Misleading advertising

Editorial and advertising

How is editorial content differentiated from advertising?

Failure to adequately distinguish advertising content from editorial content may amount to false, misleading or deceptive conduct in contravention of the ACL. The ACCC has issued a guide relating to online reviews that outlines principles of relevance to native advertising (see question 23 for further detail).

In addition, the AANA Code of Ethics requires advertising content (both broadcast and non-broadcast) to be clearly distinguishable as such to the relevant audience. The AANA has issued a Best Practice Guideline for Clearly Distinguishable Advertising to assist advertisers to understand their disclosure obligations. The guidelines do not require all advertisements to be identified, nor do they mandate the format in which disclosure must be made. As such, advertisers in Australia still have a degree of flexibility as to how they communicate that advertising content is commercial in nature. In each case, the overall appearance of the content must be considered, taking into account the similarity with any non-advertising or editorial content that may appear in combination with the advertising communication.

Advertising that requires substantiation

How does your law distinguish between ‘puffery’ and advertising claims that require support?
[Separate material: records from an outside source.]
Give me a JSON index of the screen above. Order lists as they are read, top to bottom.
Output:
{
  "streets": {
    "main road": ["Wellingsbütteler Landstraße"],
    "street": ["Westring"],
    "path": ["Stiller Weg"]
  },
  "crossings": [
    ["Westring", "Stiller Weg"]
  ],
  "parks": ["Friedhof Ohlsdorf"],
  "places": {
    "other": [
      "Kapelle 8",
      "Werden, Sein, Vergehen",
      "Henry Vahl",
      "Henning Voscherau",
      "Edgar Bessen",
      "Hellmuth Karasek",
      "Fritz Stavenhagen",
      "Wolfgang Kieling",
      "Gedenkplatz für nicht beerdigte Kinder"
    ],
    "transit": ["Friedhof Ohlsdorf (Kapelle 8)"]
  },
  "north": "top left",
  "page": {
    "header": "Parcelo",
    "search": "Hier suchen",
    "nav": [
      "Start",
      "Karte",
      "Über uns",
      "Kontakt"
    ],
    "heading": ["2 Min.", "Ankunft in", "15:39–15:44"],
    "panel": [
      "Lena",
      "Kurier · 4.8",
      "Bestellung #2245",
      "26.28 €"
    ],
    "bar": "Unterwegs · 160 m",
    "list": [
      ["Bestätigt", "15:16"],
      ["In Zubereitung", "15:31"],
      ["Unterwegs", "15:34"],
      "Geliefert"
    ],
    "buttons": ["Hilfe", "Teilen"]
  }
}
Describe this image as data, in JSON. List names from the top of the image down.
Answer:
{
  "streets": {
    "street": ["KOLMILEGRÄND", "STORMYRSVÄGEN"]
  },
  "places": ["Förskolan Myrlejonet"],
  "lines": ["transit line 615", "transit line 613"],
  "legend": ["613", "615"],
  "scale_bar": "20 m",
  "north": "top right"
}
The term ‘puffery’ is not defined in any statute in Australia, but is commonly understood as referring to claims that are so exaggerated or fanciful that no reasonable consumer could possibly be expected to rely on them when making a purchasing decision. In that sense, a claim that is a ‘mere puffery’ is not required to be substantiated. Examples of puffery provided by the ACCC include ‘best steaks on earth’ and ‘tastiest food in town’.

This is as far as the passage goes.